Inequality in all its forms continually crops up in conversations on what the post-2015 development agenda should look like. It’s also a theme that has emerged from the United Nation’s first wave of consultations.
But the World Bank has recently come under fire for placing too much focus on economic growth in its anti-poverty paradigm, without addressing income inequality. The omission came to light in leaked strategy documents, entitled ”A Common Vision for the World Bank Group,” which defines how the bank would conduct its development work until 2030.
If the strategy is approved, the World Bank wants to reduce the number of people living in extreme poverty to 3 percent by 2030 and doing so would require increasing income growth of the bottom 40 percent of the population in every country.

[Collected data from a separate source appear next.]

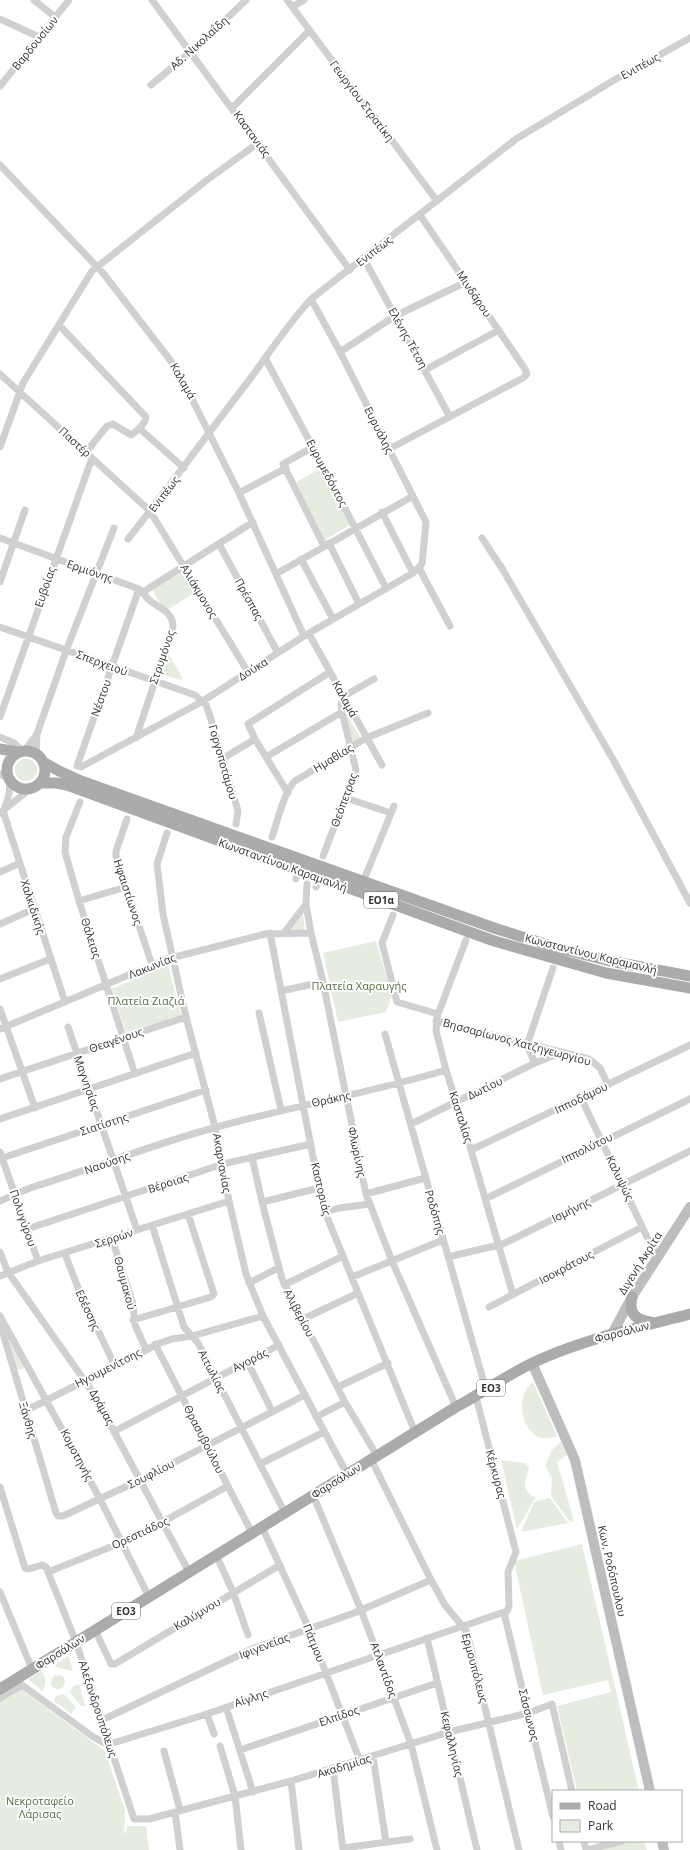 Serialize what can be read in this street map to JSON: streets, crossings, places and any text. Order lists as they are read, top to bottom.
{
  "streets": {
    "main road": [
      "Κωνσταντίνου Καραμανλή",
      "ΕΟ1α",
      "Φαρσάλων",
      "ΕΟ3"
    ],
    "street": [
      "Βαρδουσίων",
      "Αδ. Νικολαΐδη",
      "Ενιπέως",
      "Γεωργίου Στρατίκη",
      "Καστανιάς",
      "Μινδάρου",
      "Ελένης Τέτση",
      "Καλαμά",
      "Ευρυάλης",
      "Παστέρ",
      "Ευρυμεδόντος",
      "Ερμιόνης",
      "Ευβοίας",
      "Αλιάκμονος",
      "Πρέσπας",
      "Στρυμόνος",
      "Σπερχειού",
      "Δούκα",
      "Νέστου",
      "Ημαθίας",
      "Γοργοποτάμου",
      "Θεόπετρας",
      "Ηφαιστίωνος",
      "Χαλκιδικής",
      "Θάλειας",
      "Λακωνίας",
      "Θεαγένους",
      "Βησσαρίωνος Χατζηγεωργίου",
      "Μαγνησίας",
      "Δωτίου",
      "Ιπποδάμου",
      "Θράκης",
      "Κασταλίας",
      "Σιατίστης",
      "Ιππολύτου",
      "Φλωρίνης",
      "Ναούσης",
      "Ακαρνανίας",
      "Καλυψώς",
      "Βέροιας",
      "Καστοριάς",
      "Ισμήνης",
      "Ροδόπης",
      "Πολυγύρου",
      "Σερρών",
      "Διγενή Ακρίτα",
      "Ισοκράτους",
      "Θαυμακού",
      "Εδέσσης",
      "Αλιβερίου",
      "Αγοράς",
      "Ηγουμενίτσης",
      "Αιτωλίας",
      "Δράμας",
      "Ξάνθης",
      "Θρασυβούλου",
      "Κομοτηνής",
      "Σουφλίου",
      "Κέρκυρας",
      "Ορεστιάδος",
      "Κων. Ροδόπουλου",
      "Καλύμνου",
      "Πάτμου",
      "Ιφιγενείας",
      "Ερμουπόλεως",
      "Ατλαντίδος",
      "Αίγλης",
      "Αλεξανδρουπόλεως",
      "Σάσσωνος",
      "Ελπίδος",
      "Κεφαλληνίας",
      "Ακαδημίας"
    ]
  },
  "crossings": [
    ["Αδ. Νικολαΐδη", "Καστανιάς"],
    ["Ενιπέως", "Γεωργίου Στρατίκη"],
    ["Ενιπέως", "Καστανιάς"],
    ["Ενιπέως", "Μινδάρου"],
    ["Ενιπέως", "Ελένης Τέτση"],
    ["Ενιπέως", "Καλαμά"],
    ["Ενιπέως", "Ευρυάλης"],
    ["Ενιπέως", "Παστέρ"],
    ["Ενιπέως", "Ευρυμεδόντος"],
    ["Ενιπέως", "Αλιάκμονος"],
    ["Μινδάρου", "Ελένης Τέτση"],
    ["Καλαμά", "Δούκα"],
    ["Καλαμά", "Ημαθίας"],
    ["Καλαμά", "Θεόπετρας"],
    ["Ευρυάλης", "Δούκα"],
    ["Παστέρ", "Ευβοίας"],
    ["Παστέρ", "Αλιάκμονος"],
    ["Ευρυμεδόντος", "Δούκα"],
    ["Ερμιόνης", "Ευβοίας"],
    ["Ερμιόνης", "Στρυμόνος"],
    ["Ερμιόνης", "Νέστου"],
    ["Ευβοίας", "Σπερχειού"],
    ["Αλιάκμονος", "Δούκα"],
    ["Πρέσπας", "Δούκα"],
    ["Στρυμόνος", "Σπερχειού"],
    ["Στρυμόνος", "Δούκα"],
    ["Στρυμόνος", "Νέστου"],
    ["Σπερχειού", "Δούκα"],
    ["Σπερχειού", "Νέστου"],
    ["Σπερχειού", "Γοργοποτάμου"],
    ["Δούκα", "Νέστου"],
    ["Δούκα", "Γοργοποτάμου"],
    ["Ημαθίας", "Θεόπετρας"],
    ["Ηφαιστίωνος", "Λακωνίας"],
    ["Χαλκιδικής", "Λακωνίας"],
    ["Θάλειας", "Λακωνίας"],
    ["Θάλειας", "Θεαγένους"],
    ["Λακωνίας", "Φλωρίνης"],
    ["Λακωνίας", "Ακαρνανίας"],
    ["Λακωνίας", "Καστοριάς"],
    ["Θεαγένους", "Μαγνησίας"],
    ["Θεαγένους", "Ακαρνανίας"],
    ["Βησσαρίωνος Χατζηγεωργίου", "Δωτίου"],
    ["Βησσαρίωνος Χατζηγεωργίου", "Ιπποδάμου"],
    ["Βησσαρίωνος Χατζηγεωργίου", "Κασταλίας"],
    ["Μαγνησίας", "Σιατίστης"],
    ["Μαγνησίας", "Ναούσης"],
    ["Μαγνησίας", "Βέροιας"],
    ["Μαγνησίας", "Σερρών"],
    ["Δωτίου", "Κασταλίας"],
    ["Δωτίου", "Ροδόπης"],
    ["Ιπποδάμου", "Κασταλίας"],
    ["Ιπποδάμου", "Καλυψώς"],
    ["Θράκης", "Κασταλίας"],
    ["Θράκης", "Φλωρίνης"],
    ["Θράκης", "Ναούσης"],
    ["Θράκης", "Ακαρνανίας"],
    ["Θράκης", "Καστοριάς"],
    ["Θράκης", "Ροδόπης"],
    ["Κασταλίας", "Ιππολύτου"],
    ["Κασταλίας", "Ισμήνης"],
    ["Κασταλίας", "Ισοκράτους"],
    ["Σιατίστης", "Ακαρνανίας"],
    ["Σιατίστης", "Πολυγύρου"],
    ["Ιππολύτου", "Καλυψώς"],
    ["Φλωρίνης", "Φαρσάλων"],
    ["Ναούσης", "Ακαρνανίας"],
    ["Ναούσης", "Πολυγύρου"],
    ["Ακαρνανίας", "Βέροιας"],
    ["Ακαρνανίας", "Σερρών"],
    ["Ακαρνανίας", "Φαρσάλων"],
    ["Ακαρνανίας", "Αγοράς"],
    ["Ακαρνανίας", "Ηγουμενίτσης"],
    ["Ακαρνανίας", "Σουφλίου"],
    ["Καλυψώς", "Ισμήνης"],
    ["Καλυψώς", "Διγενή Ακρίτα"],
    ["Καλυψώς", "Ισοκράτους"],
    ["Βέροιας", "Καστοριάς"],
    ["Βέροιας", "Πολυγύρου"],
    ["Βέροιας", "Αλιβερίου"],
    ["Καστοριάς", "Φαρσάλων"],
    ["Ισμήνης", "Ροδόπης"],
    ["Ροδόπης", "Φαρσάλων"],
    ["Πολυγύρου", "Σερρών"],
    ["Σερρών", "Θαυμακού"],
    ["Σερρών", "Εδέσσης"],
    ["Σερρών", "Αιτωλίας"],
    ["Σερρών", "Δράμας"],
    ["Διγενή Ακρίτα", "Φαρσάλων"],
    ["Θαυμακού", "Ηγουμενίτσης"],
    ["Εδέσσης", "Ηγουμενίτσης"],
    ["Αλιβερίου", "Φαρσάλων"],
    ["Αλιβερίου", "Ερμουπόλεως"],
    ["Φαρσάλων", "Αιτωλίας"],
    ["Φαρσάλων", "Δράμας"],
    ["Φαρσάλων", "Θρασυβούλου"],
    ["Φαρσάλων", "Κομοτηνής"],
    ["Φαρσάλων", "Κέρκυρας"],
    ["Φαρσάλων", "Κων. Ροδόπουλου"],
    ["Φαρσάλων", "Καλύμνου"],
    ["Φαρσάλων", "Πάτμου"],
    ["Φαρσάλων", "Ερμουπόλεως"],
    ["Φαρσάλων", "Ατλαντίδος"],
    ["Φαρσάλων", "Αλεξανδρουπόλεως"],
    ["Αγοράς", "Αιτωλίας"],
    ["Αγοράς", "Δράμας"],
    ["Αγοράς", "Θρασυβούλου"],
    ["Ηγουμενίτσης", "Αιτωλίας"],
    ["Ηγουμενίτσης", "Δράμας"],
    ["Ηγουμενίτσης", "Ξάνθης"],
    ["Ηγουμενίτσης", "Θρασυβούλου"],
    ["Ηγουμενίτσης", "Κομοτηνής"],
    ["Αιτωλίας", "Σουφλίου"],
    ["Δράμας", "Σουφλίου"],
    ["Δράμας", "Ορεστιάδος"],
    ["Ξάνθης", "Κομοτηνής"],
    ["Ξάνθης", "Σουφλίου"],
    ["Θρασυβούλου", "Σουφλίου"],
    ["Θρασυβούλου", "Ορεστιάδος"],
    ["Θρασυβούλου", "Πάτμου"],
    ["Κομοτηνής", "Σουφλίου"],
    ["Κομοτηνής", "Ορεστιάδος"],
    ["Κέρκυρας", "Αίγλης"],
    ["Κέρκυρας", "Σάσσωνος"],
    ["Ορεστιάδος", "Αλεξανδρουπόλεως"],
    ["Καλύμνου", "Πάτμου"],
    ["Πάτμου", "Ιφιγενείας"],
    ["Πάτμου", "Αίγλης"],
    ["Πάτμου", "Ελπίδος"],
    ["Πάτμου", "Ακαδημίας"],
    ["Ιφιγενείας", "Ερμουπόλεως"],
    ["Ιφιγενείας", "Ατλαντίδος"],
    ["Ιφιγενείας", "Αλεξανδρουπόλεως"],
    ["Ερμουπόλεως", "Αίγλης"],
    ["Ερμουπόλεως", "Ακαδημίας"],
    ["Ατλαντίδος", "Αίγλης"],
    ["Ατλαντίδος", "Ελπίδος"],
    ["Ατλαντίδος", "Ακαδημίας"],
    ["Αίγλης", "Αλεξανδρουπόλεως"],
    ["Αίγλης", "Σάσσωνος"],
    ["Αίγλης", "Κεφαλληνίας"],
    ["Αλεξανδρουπόλεως", "Ακαδημίας"],
    ["Σάσσωνος", "Ακαδημίας"],
    ["Ελπίδος", "Κεφαλληνίας"],
    ["Κεφαλληνίας", "Ακαδημίας"]
  ],
  "parks": ["Πλατεία Χαραυγής", "Πλατεία Ζιαζιά", "Νεκροταφείο Λάρισας"],
  "legend": ["Road", "Park"]
}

“The overarching mission of the World Bank Group is a world free of poverty,” the strategy noted. “In using income or consumption to measure progress toward these goals, we will not to ignore the multiple dimensions of welfare.”
The strategy, according to critics, is silent on the complex relationship between poverty and inequality.
Didier Jacobs, acting head of Oxfam’s Washington, D.C., office, said increased income is not exactly a goal, but an activity.
“The World Bank must commit to growing the bottom 40 percent faster than the average, and reducing disparities between the top and bottom of society,” said Jacobs in a statement.
With this strategy, the World Bank seems to be conducting a “business-as-usual approach,” David Woodward of the London-based think tank New Economics Foundation, said in a press statement.
But the World Bank has a different take on the issue.
“The choice of the shared prosperity indicator underscores the importance of economic growth in the development agenda and, in particular, growth that is inclusive of the poorer segment of society,” it said.
Last week week, a group of economists and development experts appealed to address the problem of inequality in the post-2015 framework.
“Inequalities threaten our ability to pursue fair and sustainable development as much as they threaten the eradication of extreme poverty,” the group said in a joint statement. “Research shows that inequality — both within and between countries — is a barrier to individual development and sustained economic growth.”
They suggested that the inequality target should be based on the income share ratio of the top 10 percent of a population and the bottom 40 percent. The ratio shows whether the top 10 percent receives a larger share of the national income than the bottom 40 percent.
This indicator has also been suggested by Alex Cobham, a research fellow at the Center for Global Development Europe office. In a March 15 paper, Cobham noted that countries reducing the ratio compared to countries increasing the ratio are three times higher in reducing incidences of one dollar-per-day poverty and hunger.